■ **EXCERPTED RECORDS**:

= Beginning of Section =

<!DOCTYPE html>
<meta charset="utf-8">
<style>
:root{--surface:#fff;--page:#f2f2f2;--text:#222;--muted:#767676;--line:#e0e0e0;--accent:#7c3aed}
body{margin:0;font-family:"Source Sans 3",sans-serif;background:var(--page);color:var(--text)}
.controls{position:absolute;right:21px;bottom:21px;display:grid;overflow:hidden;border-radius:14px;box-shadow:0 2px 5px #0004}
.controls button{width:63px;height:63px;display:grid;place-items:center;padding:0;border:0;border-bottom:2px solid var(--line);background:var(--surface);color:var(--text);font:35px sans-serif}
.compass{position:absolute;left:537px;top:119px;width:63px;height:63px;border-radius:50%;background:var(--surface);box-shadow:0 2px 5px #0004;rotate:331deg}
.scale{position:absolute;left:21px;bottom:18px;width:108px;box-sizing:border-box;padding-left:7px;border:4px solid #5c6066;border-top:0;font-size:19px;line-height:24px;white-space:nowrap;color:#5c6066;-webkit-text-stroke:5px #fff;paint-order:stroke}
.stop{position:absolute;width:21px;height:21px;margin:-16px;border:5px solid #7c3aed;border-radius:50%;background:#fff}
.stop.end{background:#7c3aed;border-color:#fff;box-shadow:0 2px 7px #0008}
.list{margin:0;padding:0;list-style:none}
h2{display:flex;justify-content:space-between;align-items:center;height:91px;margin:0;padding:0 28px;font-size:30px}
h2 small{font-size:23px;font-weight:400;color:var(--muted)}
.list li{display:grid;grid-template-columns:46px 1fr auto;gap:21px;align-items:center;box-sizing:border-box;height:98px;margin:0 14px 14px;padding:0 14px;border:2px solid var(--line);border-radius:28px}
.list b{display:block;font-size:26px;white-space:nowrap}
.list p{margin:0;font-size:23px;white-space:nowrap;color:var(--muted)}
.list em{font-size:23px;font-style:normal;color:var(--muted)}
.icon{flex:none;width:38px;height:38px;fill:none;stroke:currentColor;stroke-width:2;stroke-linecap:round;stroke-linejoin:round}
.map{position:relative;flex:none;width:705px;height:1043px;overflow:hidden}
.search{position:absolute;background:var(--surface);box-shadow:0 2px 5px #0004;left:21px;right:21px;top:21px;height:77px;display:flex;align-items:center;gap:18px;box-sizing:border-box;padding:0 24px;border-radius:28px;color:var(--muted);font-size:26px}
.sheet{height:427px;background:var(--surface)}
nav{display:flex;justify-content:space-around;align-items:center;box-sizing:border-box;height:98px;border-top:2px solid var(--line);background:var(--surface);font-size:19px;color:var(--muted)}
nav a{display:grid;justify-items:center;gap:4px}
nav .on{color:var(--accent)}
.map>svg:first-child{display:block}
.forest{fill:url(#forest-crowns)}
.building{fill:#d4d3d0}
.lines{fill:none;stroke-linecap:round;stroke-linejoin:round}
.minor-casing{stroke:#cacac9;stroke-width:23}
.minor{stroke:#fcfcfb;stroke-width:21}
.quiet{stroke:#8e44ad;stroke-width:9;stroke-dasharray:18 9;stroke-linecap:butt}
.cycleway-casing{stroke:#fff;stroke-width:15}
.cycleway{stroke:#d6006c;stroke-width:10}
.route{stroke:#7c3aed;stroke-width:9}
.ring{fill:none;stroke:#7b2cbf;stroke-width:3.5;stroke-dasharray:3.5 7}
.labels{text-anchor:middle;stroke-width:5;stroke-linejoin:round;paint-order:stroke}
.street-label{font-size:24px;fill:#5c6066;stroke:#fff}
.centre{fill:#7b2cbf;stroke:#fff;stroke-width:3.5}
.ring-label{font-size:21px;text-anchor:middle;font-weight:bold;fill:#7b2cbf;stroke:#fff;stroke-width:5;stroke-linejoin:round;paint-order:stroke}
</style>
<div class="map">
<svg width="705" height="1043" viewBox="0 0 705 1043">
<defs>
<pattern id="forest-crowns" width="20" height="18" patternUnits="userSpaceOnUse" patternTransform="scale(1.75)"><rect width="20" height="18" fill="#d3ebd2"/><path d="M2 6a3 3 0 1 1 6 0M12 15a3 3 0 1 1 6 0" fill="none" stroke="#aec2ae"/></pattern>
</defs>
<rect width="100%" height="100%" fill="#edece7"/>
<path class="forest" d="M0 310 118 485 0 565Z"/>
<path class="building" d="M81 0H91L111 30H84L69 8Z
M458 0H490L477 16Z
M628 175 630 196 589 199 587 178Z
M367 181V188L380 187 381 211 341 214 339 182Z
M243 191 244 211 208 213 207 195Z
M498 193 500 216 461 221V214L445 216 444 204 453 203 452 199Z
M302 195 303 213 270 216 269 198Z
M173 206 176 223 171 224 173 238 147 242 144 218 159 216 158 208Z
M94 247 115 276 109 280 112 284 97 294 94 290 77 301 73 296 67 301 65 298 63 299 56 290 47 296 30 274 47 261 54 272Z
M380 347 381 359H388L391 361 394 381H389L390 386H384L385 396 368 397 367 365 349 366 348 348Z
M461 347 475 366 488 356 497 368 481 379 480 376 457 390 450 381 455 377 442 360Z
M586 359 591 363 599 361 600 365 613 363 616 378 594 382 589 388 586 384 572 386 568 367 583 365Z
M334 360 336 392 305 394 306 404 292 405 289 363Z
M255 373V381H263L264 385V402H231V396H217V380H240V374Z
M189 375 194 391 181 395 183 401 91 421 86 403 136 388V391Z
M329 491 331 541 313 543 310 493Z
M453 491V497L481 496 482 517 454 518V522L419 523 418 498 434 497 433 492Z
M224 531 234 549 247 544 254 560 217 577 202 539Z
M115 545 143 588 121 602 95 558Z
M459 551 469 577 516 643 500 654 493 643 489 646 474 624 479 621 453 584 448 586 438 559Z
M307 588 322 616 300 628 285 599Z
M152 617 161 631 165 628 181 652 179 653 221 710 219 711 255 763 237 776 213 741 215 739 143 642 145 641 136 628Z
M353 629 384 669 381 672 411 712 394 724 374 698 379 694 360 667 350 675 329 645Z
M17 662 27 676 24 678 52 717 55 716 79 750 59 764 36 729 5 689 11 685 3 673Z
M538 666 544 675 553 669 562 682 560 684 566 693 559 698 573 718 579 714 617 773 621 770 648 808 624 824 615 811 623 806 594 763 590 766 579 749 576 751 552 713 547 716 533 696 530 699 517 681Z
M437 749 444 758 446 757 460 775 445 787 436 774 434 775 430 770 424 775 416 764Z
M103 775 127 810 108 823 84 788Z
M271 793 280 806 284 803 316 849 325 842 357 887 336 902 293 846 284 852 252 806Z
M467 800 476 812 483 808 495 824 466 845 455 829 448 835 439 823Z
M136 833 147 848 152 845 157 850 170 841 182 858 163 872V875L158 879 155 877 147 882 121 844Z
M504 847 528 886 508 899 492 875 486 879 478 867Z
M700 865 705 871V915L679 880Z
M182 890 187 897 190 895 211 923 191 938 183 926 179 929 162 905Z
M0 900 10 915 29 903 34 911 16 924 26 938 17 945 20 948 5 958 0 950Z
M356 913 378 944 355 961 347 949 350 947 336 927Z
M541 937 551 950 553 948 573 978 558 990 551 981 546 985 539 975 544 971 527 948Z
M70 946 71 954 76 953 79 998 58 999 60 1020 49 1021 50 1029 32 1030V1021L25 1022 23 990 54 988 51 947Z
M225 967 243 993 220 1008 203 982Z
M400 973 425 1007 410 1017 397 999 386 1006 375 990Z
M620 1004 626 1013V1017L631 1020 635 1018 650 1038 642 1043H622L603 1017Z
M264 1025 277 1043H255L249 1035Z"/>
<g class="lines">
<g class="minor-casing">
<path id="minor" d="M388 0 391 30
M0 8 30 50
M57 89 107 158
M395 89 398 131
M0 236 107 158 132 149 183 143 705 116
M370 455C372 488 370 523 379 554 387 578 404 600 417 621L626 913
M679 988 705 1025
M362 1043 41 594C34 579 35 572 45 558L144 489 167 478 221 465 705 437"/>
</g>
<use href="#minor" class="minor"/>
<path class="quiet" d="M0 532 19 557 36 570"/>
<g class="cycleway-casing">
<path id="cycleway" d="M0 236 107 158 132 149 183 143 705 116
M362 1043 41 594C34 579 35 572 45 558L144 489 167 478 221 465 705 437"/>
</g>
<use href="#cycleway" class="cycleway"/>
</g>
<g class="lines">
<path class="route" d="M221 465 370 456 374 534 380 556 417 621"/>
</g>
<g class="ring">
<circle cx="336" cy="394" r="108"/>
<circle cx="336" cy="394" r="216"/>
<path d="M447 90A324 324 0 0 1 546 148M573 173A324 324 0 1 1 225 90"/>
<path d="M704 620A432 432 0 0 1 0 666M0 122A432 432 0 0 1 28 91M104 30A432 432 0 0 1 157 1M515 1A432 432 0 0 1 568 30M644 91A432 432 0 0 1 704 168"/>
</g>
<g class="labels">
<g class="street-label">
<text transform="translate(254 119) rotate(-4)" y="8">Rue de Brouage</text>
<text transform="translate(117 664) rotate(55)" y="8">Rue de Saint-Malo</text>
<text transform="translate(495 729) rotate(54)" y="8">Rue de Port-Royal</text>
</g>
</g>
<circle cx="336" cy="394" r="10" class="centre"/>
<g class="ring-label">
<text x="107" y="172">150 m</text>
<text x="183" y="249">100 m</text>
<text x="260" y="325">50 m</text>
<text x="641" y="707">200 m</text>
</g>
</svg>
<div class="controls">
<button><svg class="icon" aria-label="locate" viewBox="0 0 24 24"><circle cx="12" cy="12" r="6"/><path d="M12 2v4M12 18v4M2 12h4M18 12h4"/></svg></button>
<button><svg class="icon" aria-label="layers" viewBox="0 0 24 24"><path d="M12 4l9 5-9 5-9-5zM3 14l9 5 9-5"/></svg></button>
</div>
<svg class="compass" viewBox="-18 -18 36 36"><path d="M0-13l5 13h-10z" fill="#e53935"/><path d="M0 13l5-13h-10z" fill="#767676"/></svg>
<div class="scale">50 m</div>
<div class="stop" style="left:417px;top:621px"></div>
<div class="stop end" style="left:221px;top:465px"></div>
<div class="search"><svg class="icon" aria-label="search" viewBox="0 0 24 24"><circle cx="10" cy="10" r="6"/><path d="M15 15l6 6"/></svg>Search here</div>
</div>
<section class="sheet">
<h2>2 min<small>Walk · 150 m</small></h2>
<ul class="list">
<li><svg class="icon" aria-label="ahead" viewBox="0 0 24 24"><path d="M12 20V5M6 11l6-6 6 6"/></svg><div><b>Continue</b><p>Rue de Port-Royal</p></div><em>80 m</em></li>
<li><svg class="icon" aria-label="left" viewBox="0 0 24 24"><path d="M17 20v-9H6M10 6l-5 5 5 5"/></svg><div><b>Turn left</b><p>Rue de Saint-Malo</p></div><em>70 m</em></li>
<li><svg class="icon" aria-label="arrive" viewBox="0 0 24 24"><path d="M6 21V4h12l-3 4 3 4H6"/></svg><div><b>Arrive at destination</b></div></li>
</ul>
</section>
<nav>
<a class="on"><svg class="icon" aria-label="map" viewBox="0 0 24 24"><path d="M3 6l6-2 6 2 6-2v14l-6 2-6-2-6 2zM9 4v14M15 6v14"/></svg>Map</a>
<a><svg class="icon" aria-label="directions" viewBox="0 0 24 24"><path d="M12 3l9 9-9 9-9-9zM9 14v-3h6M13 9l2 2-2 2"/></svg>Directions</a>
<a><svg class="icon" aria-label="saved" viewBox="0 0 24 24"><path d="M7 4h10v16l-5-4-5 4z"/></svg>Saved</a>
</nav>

= End of Section =
= Beginning of Section =

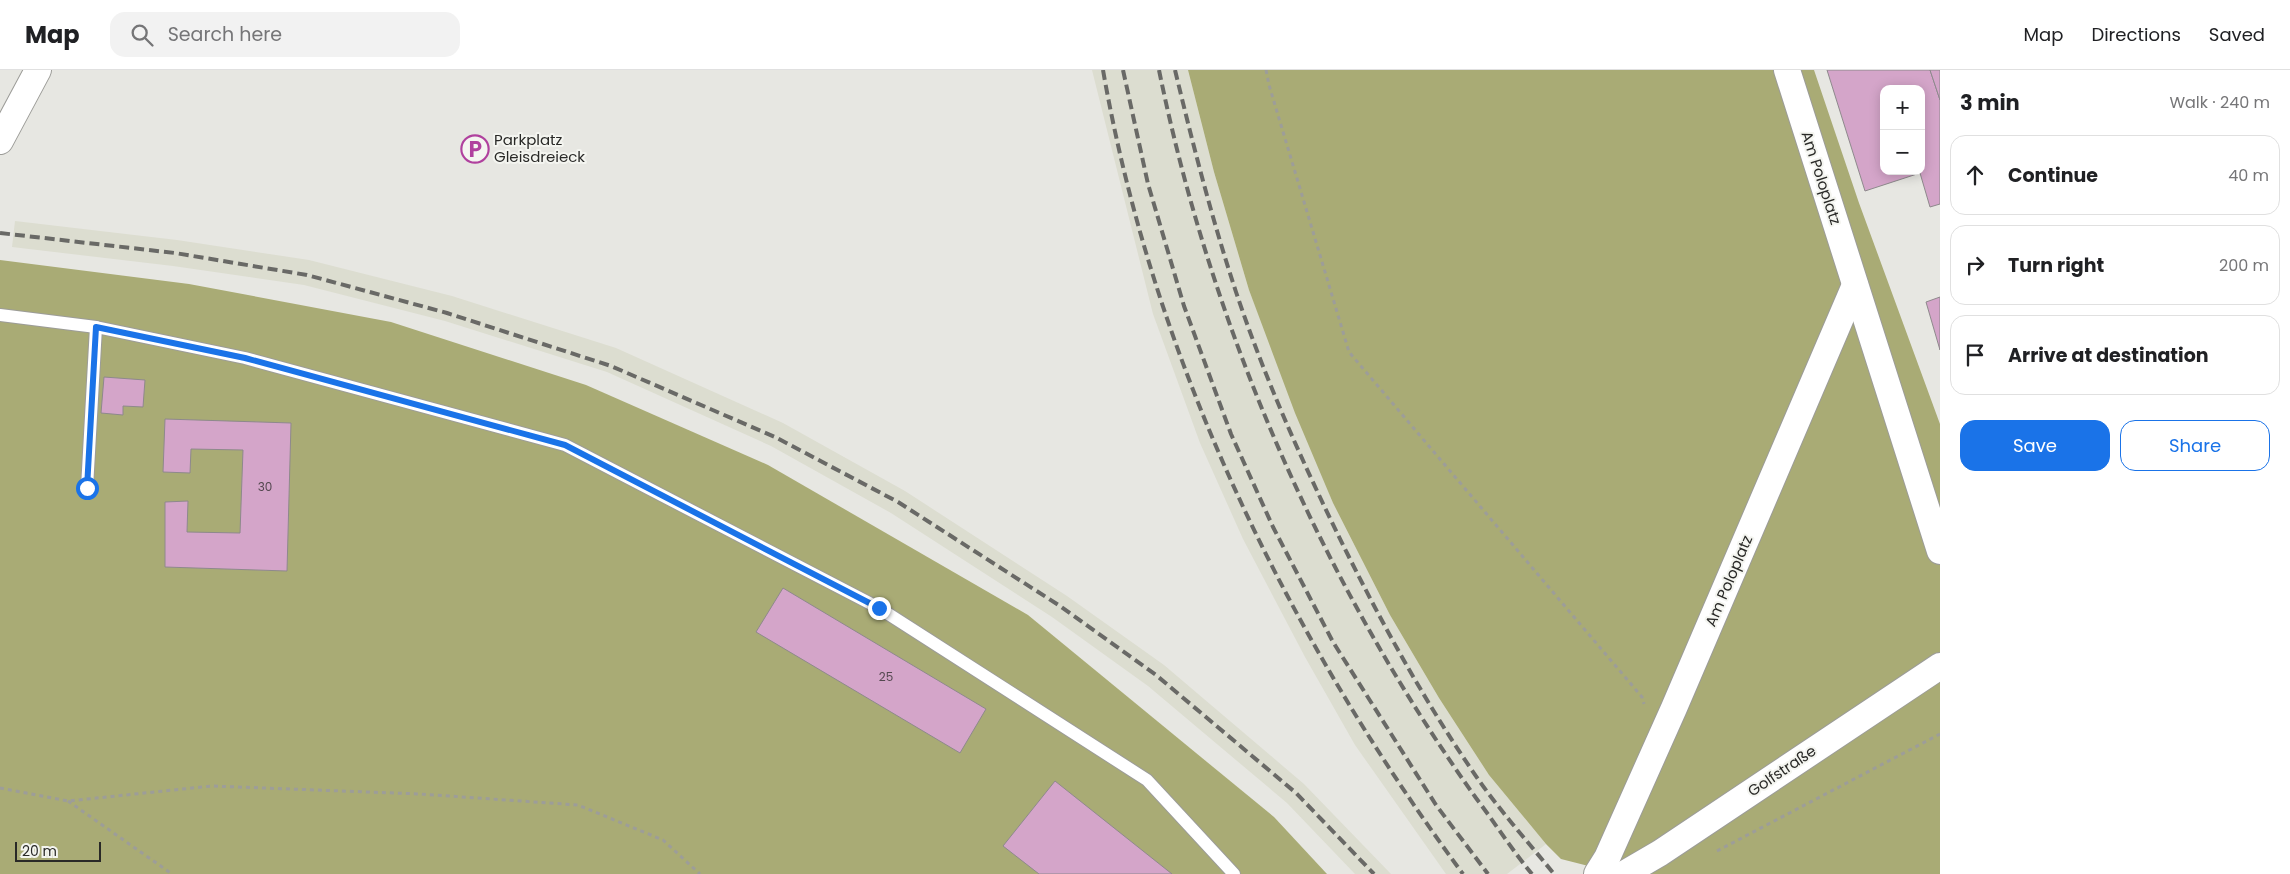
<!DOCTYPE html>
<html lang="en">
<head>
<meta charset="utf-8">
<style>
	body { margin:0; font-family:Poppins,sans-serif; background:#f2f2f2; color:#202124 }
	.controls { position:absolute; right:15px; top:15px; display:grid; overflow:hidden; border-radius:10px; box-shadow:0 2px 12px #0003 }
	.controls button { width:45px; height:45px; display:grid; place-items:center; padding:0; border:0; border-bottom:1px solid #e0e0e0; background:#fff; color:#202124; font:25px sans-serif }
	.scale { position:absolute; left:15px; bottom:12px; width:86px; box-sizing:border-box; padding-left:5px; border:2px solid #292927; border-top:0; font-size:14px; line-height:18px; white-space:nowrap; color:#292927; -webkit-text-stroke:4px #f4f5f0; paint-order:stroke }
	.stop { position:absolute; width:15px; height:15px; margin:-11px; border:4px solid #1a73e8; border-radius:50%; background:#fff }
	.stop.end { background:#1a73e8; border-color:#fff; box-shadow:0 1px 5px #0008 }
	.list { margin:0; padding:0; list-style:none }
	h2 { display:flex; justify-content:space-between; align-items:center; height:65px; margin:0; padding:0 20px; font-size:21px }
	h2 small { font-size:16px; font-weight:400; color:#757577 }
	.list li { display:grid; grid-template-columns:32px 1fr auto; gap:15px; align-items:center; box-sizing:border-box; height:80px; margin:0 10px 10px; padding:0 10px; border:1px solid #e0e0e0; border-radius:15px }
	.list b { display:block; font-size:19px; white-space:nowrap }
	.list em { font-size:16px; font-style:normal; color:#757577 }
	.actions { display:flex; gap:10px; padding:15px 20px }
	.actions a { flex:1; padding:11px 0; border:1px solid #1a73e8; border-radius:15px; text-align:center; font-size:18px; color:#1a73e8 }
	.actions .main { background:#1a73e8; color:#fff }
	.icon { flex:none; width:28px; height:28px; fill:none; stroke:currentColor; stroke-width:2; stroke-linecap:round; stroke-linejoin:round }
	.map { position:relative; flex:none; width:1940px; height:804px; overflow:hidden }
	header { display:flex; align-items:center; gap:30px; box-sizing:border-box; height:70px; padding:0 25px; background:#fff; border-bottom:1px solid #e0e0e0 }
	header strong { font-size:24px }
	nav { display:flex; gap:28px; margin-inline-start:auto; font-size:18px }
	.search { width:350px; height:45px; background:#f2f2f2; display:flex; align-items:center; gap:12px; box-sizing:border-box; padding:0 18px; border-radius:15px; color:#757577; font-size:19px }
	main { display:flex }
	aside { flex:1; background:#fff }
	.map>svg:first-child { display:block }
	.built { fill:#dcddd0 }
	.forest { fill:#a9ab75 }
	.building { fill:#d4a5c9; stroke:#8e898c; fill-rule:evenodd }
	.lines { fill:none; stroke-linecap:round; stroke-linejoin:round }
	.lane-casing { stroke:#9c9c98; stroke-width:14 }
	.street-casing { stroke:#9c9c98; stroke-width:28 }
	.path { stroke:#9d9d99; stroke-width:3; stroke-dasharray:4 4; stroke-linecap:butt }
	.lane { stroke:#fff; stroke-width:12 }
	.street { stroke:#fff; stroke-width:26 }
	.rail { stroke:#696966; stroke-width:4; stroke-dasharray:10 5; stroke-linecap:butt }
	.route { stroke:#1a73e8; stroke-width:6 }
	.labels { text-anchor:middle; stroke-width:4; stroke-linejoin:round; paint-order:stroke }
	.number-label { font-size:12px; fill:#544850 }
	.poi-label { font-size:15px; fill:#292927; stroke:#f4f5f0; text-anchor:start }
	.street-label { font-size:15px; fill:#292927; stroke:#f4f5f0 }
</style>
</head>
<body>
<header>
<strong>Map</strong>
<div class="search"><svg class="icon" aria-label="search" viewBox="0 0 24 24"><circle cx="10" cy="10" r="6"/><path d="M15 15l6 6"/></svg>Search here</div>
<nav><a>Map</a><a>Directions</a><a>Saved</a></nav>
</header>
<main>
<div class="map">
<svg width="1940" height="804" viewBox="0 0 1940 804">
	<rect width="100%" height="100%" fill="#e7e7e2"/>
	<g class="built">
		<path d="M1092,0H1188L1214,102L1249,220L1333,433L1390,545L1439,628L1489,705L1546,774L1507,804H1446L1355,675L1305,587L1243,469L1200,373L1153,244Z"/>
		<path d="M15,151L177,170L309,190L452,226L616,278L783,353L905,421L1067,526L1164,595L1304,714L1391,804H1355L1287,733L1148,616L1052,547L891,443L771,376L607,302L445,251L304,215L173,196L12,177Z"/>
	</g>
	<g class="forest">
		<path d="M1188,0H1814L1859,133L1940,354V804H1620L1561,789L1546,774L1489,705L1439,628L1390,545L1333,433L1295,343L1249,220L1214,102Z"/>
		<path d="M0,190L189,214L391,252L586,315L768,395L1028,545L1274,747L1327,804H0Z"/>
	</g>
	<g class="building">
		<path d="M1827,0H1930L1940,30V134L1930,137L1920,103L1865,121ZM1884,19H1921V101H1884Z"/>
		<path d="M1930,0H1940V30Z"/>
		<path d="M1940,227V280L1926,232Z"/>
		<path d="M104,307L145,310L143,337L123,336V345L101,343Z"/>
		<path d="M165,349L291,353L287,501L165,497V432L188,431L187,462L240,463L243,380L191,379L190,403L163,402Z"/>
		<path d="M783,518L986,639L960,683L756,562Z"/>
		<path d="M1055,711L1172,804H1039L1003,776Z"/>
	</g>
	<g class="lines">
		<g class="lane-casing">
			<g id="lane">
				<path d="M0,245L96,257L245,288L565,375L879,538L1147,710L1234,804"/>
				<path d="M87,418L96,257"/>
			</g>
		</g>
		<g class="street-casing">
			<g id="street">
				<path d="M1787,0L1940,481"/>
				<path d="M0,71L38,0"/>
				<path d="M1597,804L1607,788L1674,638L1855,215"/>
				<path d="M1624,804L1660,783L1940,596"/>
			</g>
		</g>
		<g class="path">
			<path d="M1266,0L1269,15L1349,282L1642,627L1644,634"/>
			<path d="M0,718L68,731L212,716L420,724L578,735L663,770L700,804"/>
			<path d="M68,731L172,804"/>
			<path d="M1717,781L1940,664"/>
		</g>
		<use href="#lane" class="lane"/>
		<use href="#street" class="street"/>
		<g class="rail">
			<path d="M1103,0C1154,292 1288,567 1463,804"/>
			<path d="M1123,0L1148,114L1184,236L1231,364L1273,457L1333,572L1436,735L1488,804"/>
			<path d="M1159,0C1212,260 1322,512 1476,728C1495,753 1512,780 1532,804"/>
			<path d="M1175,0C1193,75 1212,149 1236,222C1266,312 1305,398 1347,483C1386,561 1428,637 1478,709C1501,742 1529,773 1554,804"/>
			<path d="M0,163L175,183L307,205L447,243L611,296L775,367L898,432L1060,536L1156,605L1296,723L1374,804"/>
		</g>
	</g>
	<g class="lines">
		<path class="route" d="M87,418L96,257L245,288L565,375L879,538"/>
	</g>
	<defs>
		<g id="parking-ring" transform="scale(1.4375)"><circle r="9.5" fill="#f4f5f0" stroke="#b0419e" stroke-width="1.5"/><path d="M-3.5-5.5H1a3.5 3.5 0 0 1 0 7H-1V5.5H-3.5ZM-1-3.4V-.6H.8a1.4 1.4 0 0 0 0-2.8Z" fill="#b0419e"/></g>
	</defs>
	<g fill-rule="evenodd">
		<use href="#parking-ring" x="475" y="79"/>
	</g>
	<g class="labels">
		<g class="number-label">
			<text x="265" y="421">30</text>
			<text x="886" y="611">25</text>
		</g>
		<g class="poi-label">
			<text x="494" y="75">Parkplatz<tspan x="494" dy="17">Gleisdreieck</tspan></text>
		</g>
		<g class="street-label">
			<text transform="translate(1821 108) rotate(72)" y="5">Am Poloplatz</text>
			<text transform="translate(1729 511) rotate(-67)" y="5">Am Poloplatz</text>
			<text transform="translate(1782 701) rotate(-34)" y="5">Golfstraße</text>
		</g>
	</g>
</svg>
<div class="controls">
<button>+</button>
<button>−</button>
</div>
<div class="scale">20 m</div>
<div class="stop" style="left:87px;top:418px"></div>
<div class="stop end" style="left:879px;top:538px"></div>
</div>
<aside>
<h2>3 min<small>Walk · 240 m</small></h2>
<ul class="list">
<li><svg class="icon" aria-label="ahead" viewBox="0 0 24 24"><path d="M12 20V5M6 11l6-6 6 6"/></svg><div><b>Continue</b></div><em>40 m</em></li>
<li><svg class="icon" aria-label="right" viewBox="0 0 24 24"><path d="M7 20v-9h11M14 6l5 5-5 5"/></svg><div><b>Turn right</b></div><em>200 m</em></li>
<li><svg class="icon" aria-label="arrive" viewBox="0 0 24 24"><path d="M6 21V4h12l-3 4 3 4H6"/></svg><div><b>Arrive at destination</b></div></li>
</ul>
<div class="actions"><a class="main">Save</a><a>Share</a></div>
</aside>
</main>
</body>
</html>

= End of Section =

■ **WHAT IS NEEDED**: Search the listing above for "compass" and copy every line that has it.

■ **ANSWER BOX**:
.compass{position:absolute;left:537px;top:119px;width:63px;height:63px;border-radius:50%;background:var(--surface);box-shadow:0 2px 5px #0004;rotate:331deg}
<svg class="compass" viewBox="-18 -18 36 36"><path d="M0-13l5 13h-10z" fill="#e53935"/><path d="M0 13l5-13h-10z" fill="#767676"/></svg>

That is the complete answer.